START RECORD SET
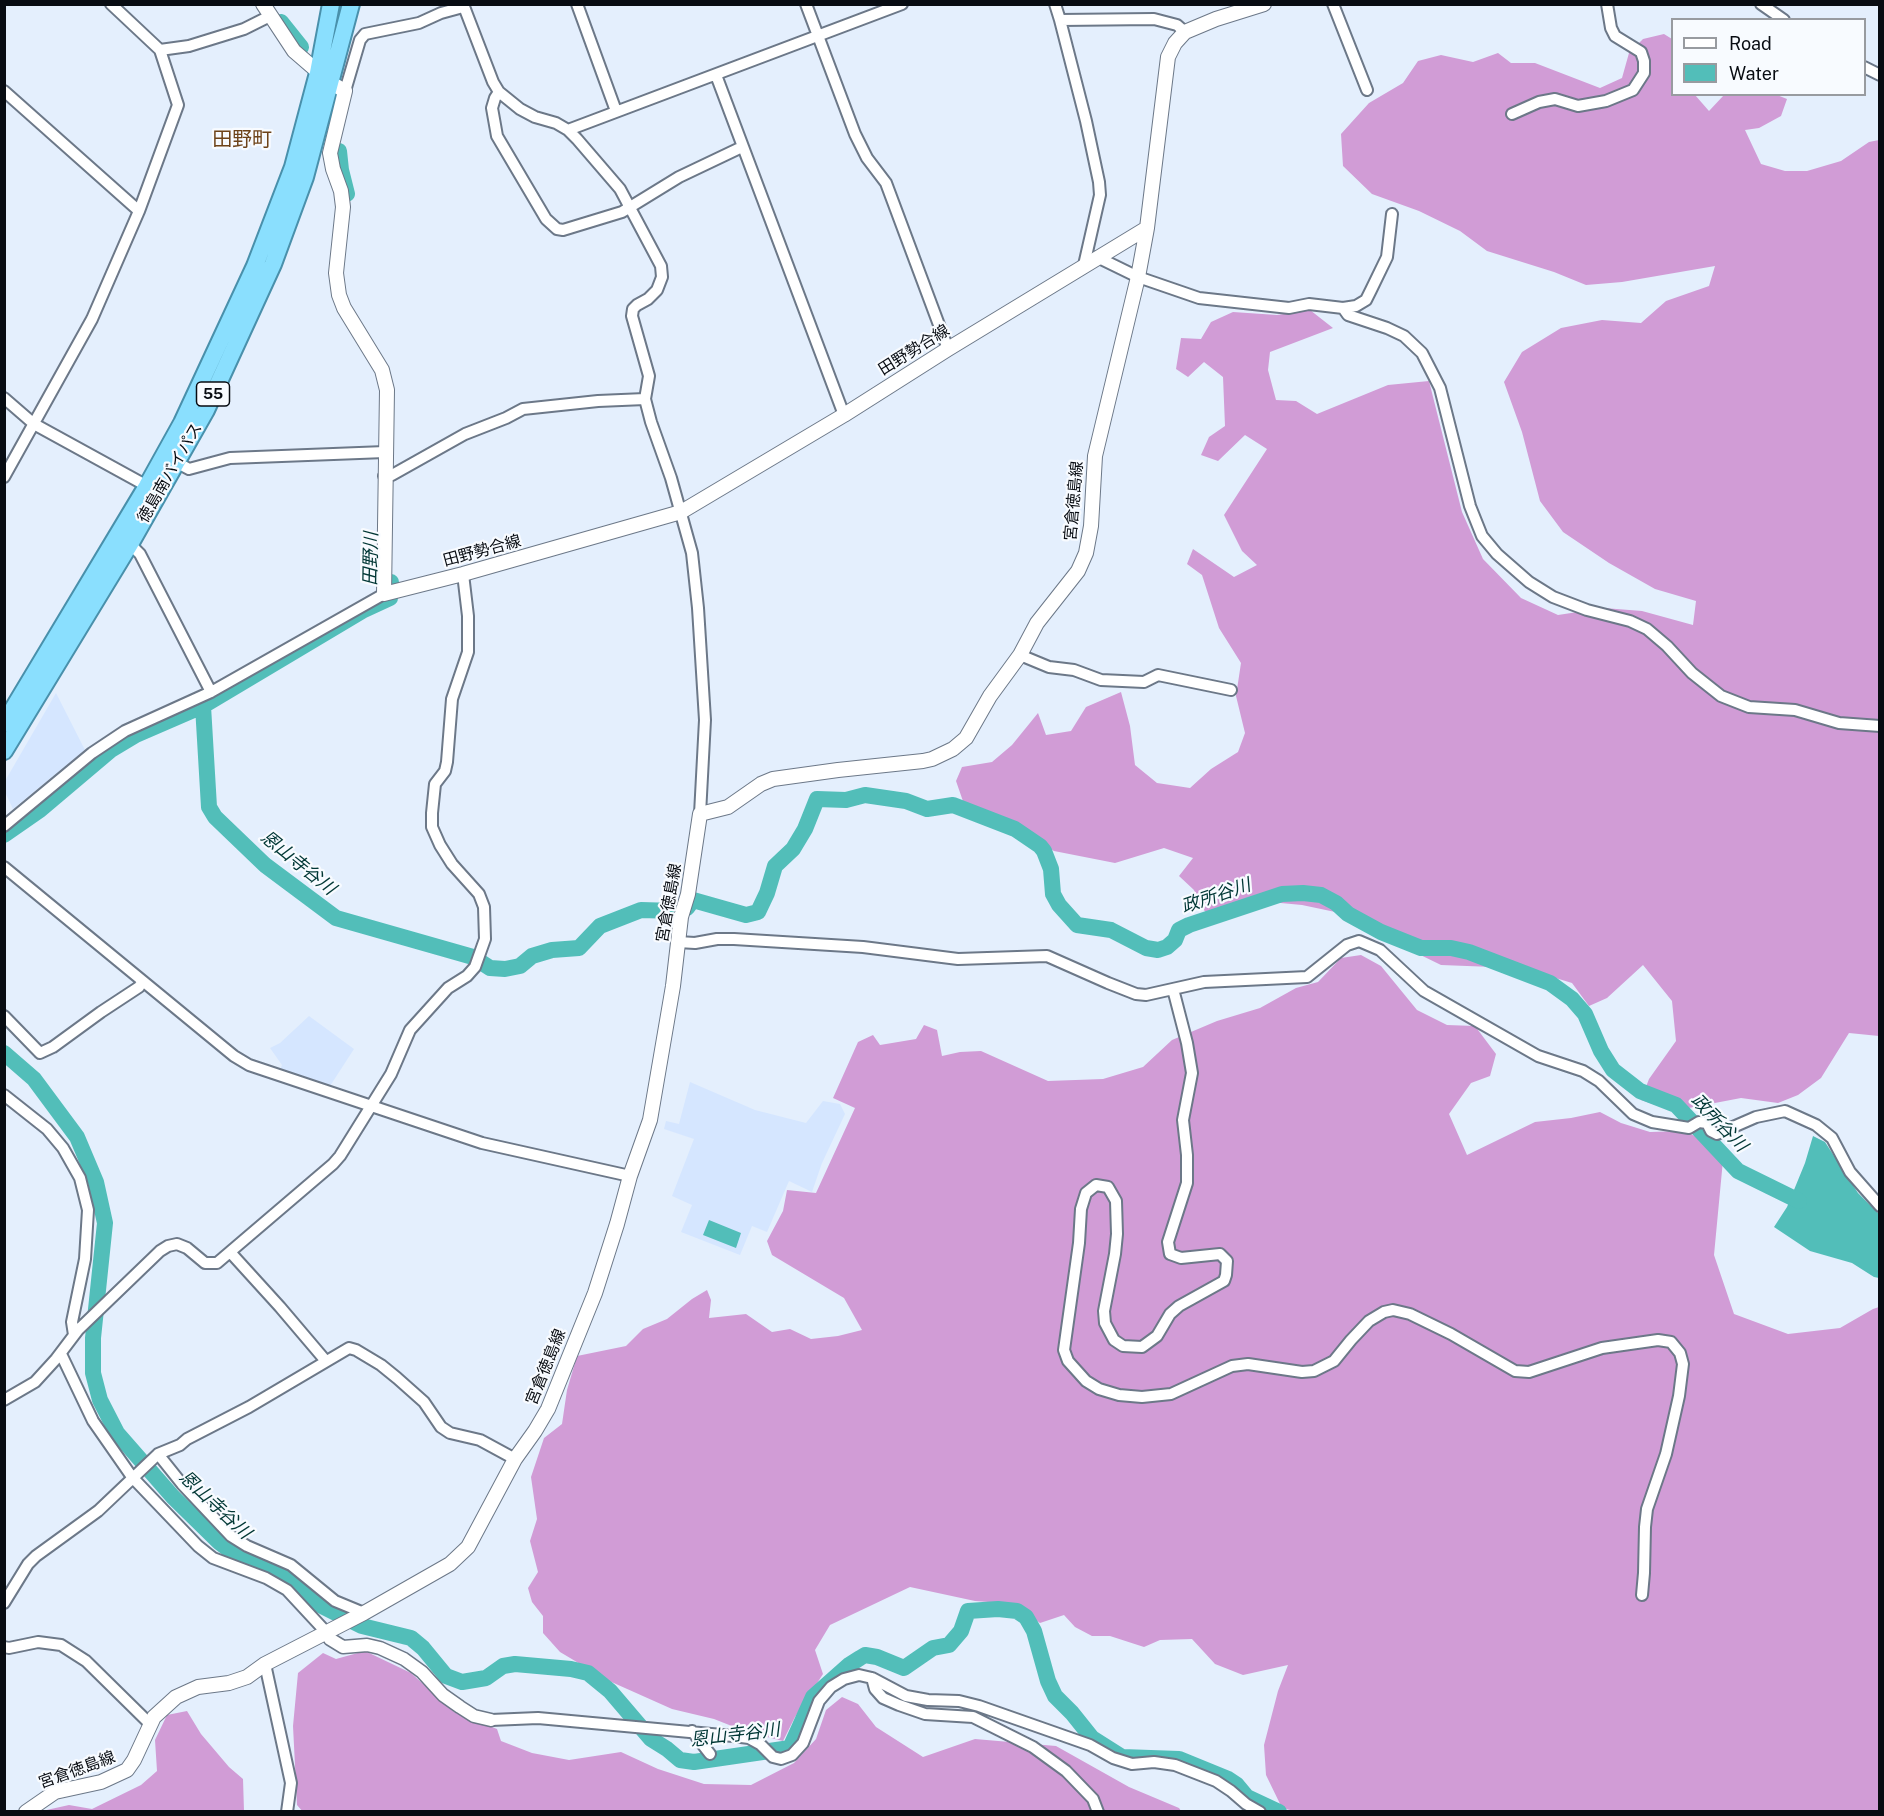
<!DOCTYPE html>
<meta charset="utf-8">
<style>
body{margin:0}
#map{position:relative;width:1884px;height:1816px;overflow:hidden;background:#e4effd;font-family:"Public Sans",sans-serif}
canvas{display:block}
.frame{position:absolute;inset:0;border:6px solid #080c12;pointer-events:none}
.legend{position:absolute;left:1671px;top:18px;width:195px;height:78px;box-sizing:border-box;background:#f8fbff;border:2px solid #989ba0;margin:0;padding:8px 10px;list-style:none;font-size:18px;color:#080c12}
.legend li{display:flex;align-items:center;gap:12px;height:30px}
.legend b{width:30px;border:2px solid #989ba0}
</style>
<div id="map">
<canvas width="1884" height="1816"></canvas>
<div class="frame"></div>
<ul class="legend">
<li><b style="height:8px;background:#fff"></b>Road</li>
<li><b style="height:16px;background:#52beb9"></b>Water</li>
</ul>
</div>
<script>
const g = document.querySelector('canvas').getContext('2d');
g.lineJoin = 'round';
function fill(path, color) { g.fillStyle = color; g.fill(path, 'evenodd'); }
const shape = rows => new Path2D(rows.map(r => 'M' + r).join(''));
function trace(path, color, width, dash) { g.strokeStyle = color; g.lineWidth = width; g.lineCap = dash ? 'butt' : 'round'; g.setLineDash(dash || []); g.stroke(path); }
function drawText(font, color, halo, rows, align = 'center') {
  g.font = font + ' "Public Sans","Noto Sans JP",sans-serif'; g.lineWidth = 4.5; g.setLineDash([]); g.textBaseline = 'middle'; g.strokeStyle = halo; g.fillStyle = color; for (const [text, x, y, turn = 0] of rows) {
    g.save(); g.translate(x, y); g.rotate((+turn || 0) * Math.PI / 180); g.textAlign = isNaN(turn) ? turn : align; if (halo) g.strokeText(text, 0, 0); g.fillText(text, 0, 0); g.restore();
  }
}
const built = shape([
 [56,693,85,750,13,809,5,792,5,781],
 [309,1016,354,1049,330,1086,280,1070,282,1065,270,1048,280,1043],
 [690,1082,755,1110,806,1123,823,1101,840,1104,845,1114,822,1163,812,1192,789,1181,767,1232,752,1226,740,1255,681,1232,692,1205,672,1196,694,1139,664,1129,666,1121,679,1124]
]);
const forest = shape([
 [1664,34,1672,39,1672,94,1695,95,1709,111,1724,95,1777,95,1787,99,1781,116,1759,128,1745,130,1761,164,1785,171,1807,171,1841,161,1869,142,1879,140,1879,1036,1849,1033,1821,1078,1798,1095,1778,1103,1741,1098,1673,1111,1641,1100,1649,1079,1676,1041,1672,1001,1643,965,1607,998,1589,1006,1572,983,1536,972,1493,967,1441,965,1400,945,1378,922,1340,913,1302,905,1270,902,1244,914,1218,922,1199,906,1194,890,1179,876,1193,858,1164,848,1115,863,1054,851,1016,826,965,807,956,781,962,767,992,762,1012,745,1038,713,1046,735,1071,731,1086,707,1121,692,1130,726,1135,765,1157,783,1190,788,1211,769,1238,752,1245,733,1236,696,1241,663,1219,628,1202,575,1187,564,1193,549,1234,577,1257,565,1242,551,1224,515,1267,449,1245,435,1218,461,1201,455,1209,437,1225,426,1223,377,1204,362,1188,377,1176,369,1181,338,1201,339,1211,322,1233,312,1277,315,1310,310,1333,328,1270,352,1268,370,1276,400,1296,401,1317,414,1388,385,1429,381,1462,512,1483,559,1521,598,1558,615,1604,608,1642,611,1693,625,1696,601,1655,589,1609,563,1563,532,1540,501,1522,432,1504,382,1522,352,1561,328,1602,320,1641,323,1666,301,1709,286,1715,266,1622,282,1586,285,1554,272,1487,251,1460,231,1419,211,1372,194,1343,166,1341,134,1369,103,1403,83,1418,61,1441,55,1473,62,1498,53,1511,63,1535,63,1600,88,1622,78,1629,53,1643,39],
 [1361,955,1381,966,1417,1010,1447,1025,1475,1026,1496,1054,1490,1076,1471,1083,1449,1114,1467,1155,1535,1122,1571,1118,1600,1112,1621,1123,1650,1132,1682,1131,1701,1138,1723,1160,1714,1255,1734,1314,1788,1334,1840,1328,1873,1309,1879,1307,1879,1811,1294,1811,1282,1808,1266,1775,1264,1745,1278,1691,1288,1665,1243,1675,1215,1664,1192,1639,1160,1640,1144,1647,1110,1636,1092,1636,1075,1627,1064,1615,1040,1623,1015,1604,975,1601,910,1587,830,1625,815,1650,823,1674,795,1717,783,1741,747,1732,714,1719,672,1709,607,1680,560,1652,543,1633,543,1616,532,1602,528,1588,538,1572,530,1541,537,1519,531,1477,544,1438,562,1424,567,1390,577,1356,626,1346,643,1329,667,1319,692,1299,707,1290,711,1300,709,1318,746,1314,772,1332,790,1329,811,1339,838,1336,862,1330,844,1298,772,1255,767,1241,783,1211,787,1190,816,1193,855,1108,833,1098,858,1042,873,1035,880,1045,916,1039,924,1025,937,1030,942,1056,960,1052,981,1051,1048,1081,1103,1079,1143,1067,1172,1040,1217,1021,1260,1008,1296,988,1318,982,1341,958],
 [365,1651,411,1673,454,1712,497,1729,501,1741,532,1753,569,1760,621,1752,658,1769,704,1784,751,1785,794,1763,816,1739,826,1710,842,1697,858,1704,876,1727,923,1757,975,1739,1056,1746,1129,1787,1179,1808,1181,1811,303,1812,297,1805,293,1726,298,1673,323,1653,336,1659],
 [187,1711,201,1734,229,1767,243,1779,244,1811,42,1811,69,1805,92,1809,141,1785,157,1771,155,1740,167,1715]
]);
const water = shape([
 [1813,1136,1825,1142,1858,1193,1879,1214,1879,1278,1874,1277,1852,1263,1810,1251,1774,1227,1787,1207,1805,1163],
 [709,1220,741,1233,736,1248,703,1235]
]);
const river = shape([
 [281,22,301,47],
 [339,151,341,170,347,194],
 [203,706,209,807,215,817,265,865,336,918,473,957,490,968,505,969,520,966,532,956,552,950,579,948,600,926,641,910,675,911],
 [4,835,40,810,111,750,136,735,203,706,364,610,390,598,391,582],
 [687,908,693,900,746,915,758,912,767,893,775,866,793,849,805,829,817,799,846,800,865,795,906,801,927,809,953,805,1015,829,1040,846,1044,851,1051,869,1053,894,1059,905,1077,925,1111,930,1146,948,1158,950,1167,947,1175,940,1179,930,1189,925,1282,894,1303,893,1321,895,1336,903,1348,914,1381,932,1421,948,1451,948,1469,952,1550,983,1572,999,1585,1014,1601,1051,1613,1070,1640,1091,1676,1105,1738,1171,1799,1201],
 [4,1053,34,1079,77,1137,96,1182,105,1223,93,1338,93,1373,100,1400,117,1433,173,1497,219,1542,235,1554,284,1573,318,1604,362,1626,411,1638,423,1648,446,1676,462,1682,486,1678,503,1666,515,1664,571,1669,588,1673,610,1691,651,1739,667,1749,680,1760,694,1762,790,1748,813,1697,849,1665,860,1658,865,1655,877,1657,904,1668,933,1648,949,1645,961,1631,968,1611,998,1609,1017,1611,1026,1617,1034,1631,1048,1681,1055,1696,1072,1713,1092,1738,1122,1757,1179,1759,1228,1779,1237,1785,1247,1797,1279,1812]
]);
const minor = shape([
 [463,4,493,82,499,92,520,109,535,117,556,123,568,130,577,139,620,189,661,266,662,277,657,290,648,299,637,305,633,309,632,316,649,376,645,399,651,422,671,478,692,553,698,608,705,720,700,814],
 [577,4,616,111],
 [806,4,855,134,867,158,886,183,948,349],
 [1055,4,1060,20,1086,121,1099,182,1100,195,1084,265],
 [1333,4,1367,90],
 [1761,4,1784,20],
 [1060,20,1154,19,1177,25,1185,32],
 [160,50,189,46,244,29,270,16],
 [1864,67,1880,75],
 [716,75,844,415],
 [4,91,139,211],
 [345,91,360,40,365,34,419,23,441,13,463,7],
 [499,92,495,98,492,108,497,136,546,219,557,229,563,230,622,212,679,177,742,147],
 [1512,114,1539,102,1555,99,1578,106,1606,101,1633,90,1644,73,1644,61,1641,52,1615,36,1611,28,1607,4],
 [568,130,902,4],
 [1097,257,1138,277,1199,298,1289,308,1309,304,1343,308,1356,306,1366,300,1371,290,1387,257,1392,214],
 [1343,308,1348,315,1387,328,1404,336,1422,353,1440,388,1470,506,1482,536,1497,554,1529,582,1553,597,1587,610,1630,621,1647,629,1667,646,1692,673,1721,696,1749,707,1795,710,1839,723,1880,726],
 [4,398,34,424,147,486],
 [176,462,189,469,230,458,385,452],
 [384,476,392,475,465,434,506,418,523,409,598,401,645,399],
 [4,477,92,319,139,211,178,105,160,50,111,4],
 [130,544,140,554,211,692],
 [1020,655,1049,667,1074,670,1101,680,1144,682,1158,675,1231,690],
 [4,826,92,753,125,731,211,692,384,594],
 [4,867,234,1056,249,1065,482,1143,630,1176],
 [678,942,695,943,717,939,734,939,863,947,958,959,1047,956,1108,983,1136,994,1146,995,1204,982,1307,977,1347,945,1359,941,1380,950,1424,991,1538,1056,1583,1071,1599,1081,1633,1114,1652,1122,1689,1128,1699,1122,1707,1123,1711,1131,1717,1134,1756,1117,1785,1111,1816,1125,1832,1138,1850,1172,1880,1206],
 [1173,989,1187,1043,1192,1073,1183,1120,1187,1155,1187,1183,1168,1242,1170,1254,1181,1258,1220,1254,1227,1261,1226,1275,1224,1281,1179,1306,1170,1314,1157,1336,1142,1347,1123,1346,1114,1340,1105,1323,1104,1311,1115,1254,1117,1234,1116,1201,1108,1187,1096,1185,1086,1193,1081,1209,1079,1243,1064,1350,1068,1361,1086,1381,1099,1389,1119,1395,1142,1397,1171,1394,1232,1366,1248,1364,1302,1372,1314,1371,1334,1361,1351,1340,1369,1321,1384,1312,1393,1310,1410,1314,1451,1334,1515,1371,1529,1372,1602,1348,1658,1340,1671,1342,1680,1353,1683,1364,1679,1396,1666,1454,1647,1509,1645,1527,1644,1573,1642,1595],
 [4,1016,40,1053,53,1047,101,1012,139,987,142,982],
 [4,1095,47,1129,63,1148,80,1178,88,1210,85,1259,72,1322,74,1335],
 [230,1252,280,1307,325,1360],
 [61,1354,93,1421,132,1477,198,1546,213,1558,266,1578,287,1590,326,1632],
 [4,1400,35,1382,56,1359,78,1330,160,1251,168,1246,177,1244,187,1248,205,1263,217,1263,333,1164,340,1156,391,1074,410,1030,448,988,467,976,475,967,485,939,484,907,479,894,452,864,440,845,432,827,432,813,435,784,445,771,447,762,452,699,468,652,468,616,463,574],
 [158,1454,182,1484,231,1536,247,1546,291,1565,335,1601,364,1613],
 [4,1603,28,1564,36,1556,98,1511,158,1454,180,1445,187,1439,249,1407,349,1348,356,1350,381,1365,397,1378,424,1402,441,1427,450,1433,480,1440,515,1459],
 [4,1647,9,1648,38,1642,61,1645,86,1661,149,1723],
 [265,1664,291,1783,287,1812],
 [872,1678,875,1689,883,1698,899,1705,925,1714,973,1717,1033,1747,1066,1771,1093,1799,1098,1812],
 [491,1720,538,1718,733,1736,749,1738,760,1744,773,1757,781,1759,792,1755,803,1743,819,1701,831,1687,844,1679,859,1675,872,1678,906,1696,928,1700,959,1701,979,1706,1090,1745,1113,1758,1132,1764,1154,1762,1175,1765,1216,1781,1231,1791,1246,1804,1260,1812],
 [692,1731,710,1754]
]);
const tertiary = shape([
 [326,1632,330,1639,343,1647,367,1645,380,1648,404,1659,422,1672,443,1695,460,1707,474,1716,491,1720]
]);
const secondary = shape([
 [263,4,294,51,331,83,345,91,330,153,333,169,341,191,343,207,336,273,339,295,344,308,382,370,387,390,384,594,463,574,681,512,844,415,948,349,1147,228],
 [26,1812,55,1792,101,1782,127,1770,134,1760,154,1717,176,1697,198,1687,229,1683,247,1677,265,1664,364,1613,450,1564,468,1547,515,1459,535,1431,548,1409,595,1293,617,1224,630,1176,650,1120,673,986,681,917,688,894,700,814,728,807,761,784,773,779,838,770,923,761,932,759,953,749,966,738,990,696,1020,655,1037,623,1078,571,1086,553,1091,526,1095,456,1138,277,1147,228,1168,57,1175,43,1185,32,1216,19,1264,4]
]);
const trunk = shape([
 [4,724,147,486,182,423,255,266,293,167,318,73,331,4],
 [4,751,130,544,206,410,273,264,305,177,351,4]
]);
const shields = [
 [213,394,33]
];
const shieldNames = [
 ["55",213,394]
];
const streetNames = [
 ["田野勢合線",914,350,-32],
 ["徳島南バイパス",170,473,-60],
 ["宮倉徳島線",1074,501,-85],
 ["田野勢合線",482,551,-15],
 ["宮倉徳島線",669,903,-80],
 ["宮倉徳島線",546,1367,-68],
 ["宮倉徳島線",77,1770,-20]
];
const waterNames = [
 ["田野川",371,559,-89],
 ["恩山寺谷川",298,863,39],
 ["政所谷川",1216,896,-19],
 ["政所谷川",1719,1123,46],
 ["恩山寺谷川",215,1505,43],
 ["恩山寺谷川",735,1735,-7]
];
const quarterNames = [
 ["田野町",242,140]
];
fill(built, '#d5e6ff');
fill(forest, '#d19cd6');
fill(water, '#52beb9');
trace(river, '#52beb9', 16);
trace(minor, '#6c7888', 14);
trace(tertiary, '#6c7888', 15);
trace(secondary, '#6c7888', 16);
trace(trunk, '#4990ab', 20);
trace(minor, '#fff', 10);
trace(tertiary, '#fff', 12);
trace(secondary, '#fff', 14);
trace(trunk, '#8adffe', 16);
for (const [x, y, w] of shields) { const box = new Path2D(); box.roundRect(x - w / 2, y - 12, w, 24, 4.5); g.fillStyle = '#f8fbff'; g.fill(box); trace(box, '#080c12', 1.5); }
drawText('bold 15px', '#080c12', null, shieldNames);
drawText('16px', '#080c12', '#f8fbff', streetNames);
drawText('italic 18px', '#013735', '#f8fbff', waterNames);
drawText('20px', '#6d4319', '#f8fbff', quarterNames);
</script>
END RECORD SET
» ASSIGNED TASK: Pick every line of the data that includes the string "center".

» RESULT OF THE TASK:
.legend li{display:flex;align-items:center;gap:12px;height:30px}
function drawText(font, color, halo, rows, align = 'center') {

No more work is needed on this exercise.